En poussant la porte de son appartement, elle y pense encore et pose les clés dans la coupelle. Marc n’est pas rentré. Elle va téléphoner à l’hôpital, demander le numéro de la chambre de son père, s’il est sorti des urgences, s’il va bien. Elle s’assoit sur le canapé. Elle se dit que ce n’est pas lui qui devrait mourir, même s’ils ne se sont jamais vraiment parlé, même s’il l’a ignorée, même s’il n’était pas un bon père, au sens où on l’entend, aimant, attentif, complice et protecteur. Jamais il ne lui a parlé de sa mère. Elle a souvent voulu en discuter mais il n’y avait aucune photo pour se souvenir d’elle, et le jour de la fête des Mères, elle finissait par ne plus rien dire à l’école. Elle n’avait pas de mère, voilà tout. Elle ne faisait pas de cadeaux, elle ne confectionnait pas de colliers, de cartes avec des paillettes et un poème au milieu d’un cœur. Elle n’avait pas de maman, c’est tout.

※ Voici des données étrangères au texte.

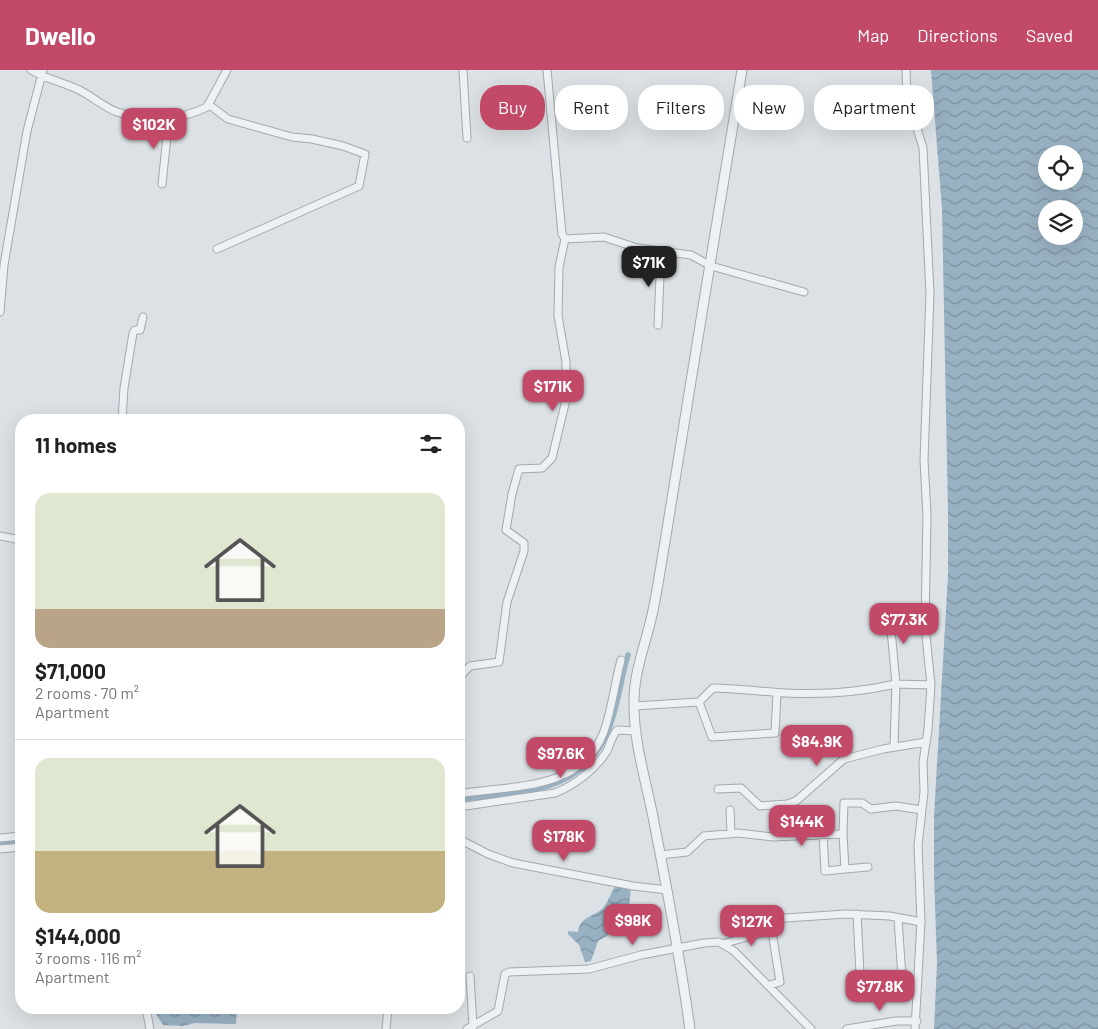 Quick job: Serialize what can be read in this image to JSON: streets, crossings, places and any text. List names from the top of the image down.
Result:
{
  "page": {
    "header": "Dwello",
    "nav": ["Map", "Directions", "Saved"],
    "chip": [
      "Buy",
      "Rent",
      "Filters",
      "New",
      "Apartment"
    ],
    "price": [
      "$102K",
      "$71K",
      "$171K",
      "$77.3K",
      "$84.9K",
      "$97.6K",
      "$144K",
      "$178K",
      "$98K",
      "$127K",
      "$77.8K"
    ],
    "heading": "11 homes",
    "list": [
      {
        "name": "$71,000",
        "note": "2 rooms · 70 m² · Apartment"
      },
      {
        "name": "$144,000",
        "note": "3 rooms · 116 m² · Apartment"
      }
    ]
  }
}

Marc vient de rentrer. Elle lui dit que son père est à l’hôpital. Il l’embrasse et lui demande des détails. Il la serre dans ses bras. Elle n’a que ça et, à cet instant, cela lui plaît, elle a des bras pour la réconforter, elle s’en veut d’avoir pensé à les quitter, à ne plus les aimer, ils sont là, ces bras, ils ne sont pas parfaits mais ils sont là pour elle et pour personne d’autre, elle est sa princesse. Elle le serre dans ses bras encore plus fort, elle ne veut pas que son père s’en aille, pas comme ça, pas maintenant, elle est trop jeune. Pourquoi a-t-elle un père si vieux ? Pourquoi ses parents ont-ils voulu un enfant si tard ? Elle serre fort Marc dans ses bras et se met à pleurer. Tu as appelé l’hôpital ? Pas encore, j’irai le voir demain après-midi, ils ne m’ont pas donné ma journée, je les déteste. Elle se détache du corps de Marc et le regarde intensément. Tu m’entends, je les déteste, je voudrais qu’ils crèvent, tu m’entends, je voudrais qu’ils meurent tous les deux, dans leur crasse, dans leur hôtel qui sent mauvais, je n’en peux plus de les voir, je voudrais qu’ils meurent tous, tous ceux qui ne comprennent rien, qui sont lâches, tu m’entends, les voir tous crever, les voir crever, répète-t-elle, crever, tu m’entends, crever, tous, un par un, crever. Marc la regarde. Il ne l’a jamais vue comme ça, ce n’est pas sa Louise. Elle se tient la tête entre les mains. Elle pleure, elle râle, marmonne des mots que Marc ne comprend plus. Il s’approche de nouveau d’elle et la reprend dans ses bras. Elle le repousse. Il ne comprend pas. Elle est devenue si différente. Jamais il n’aurait pensé qu’elle puisse agir ainsi, même sous l’effet de la colère. Elle a été si violente dans ses mots, jamais elle ne l’avait repoussé. Louise, calme-toi, je suis là. Elle ne se calme pas, elle pleure. Il ne sait pas quoi faire. Elle est loin, retenue dans un monde dont il n’a pas la clé. Elle non plus.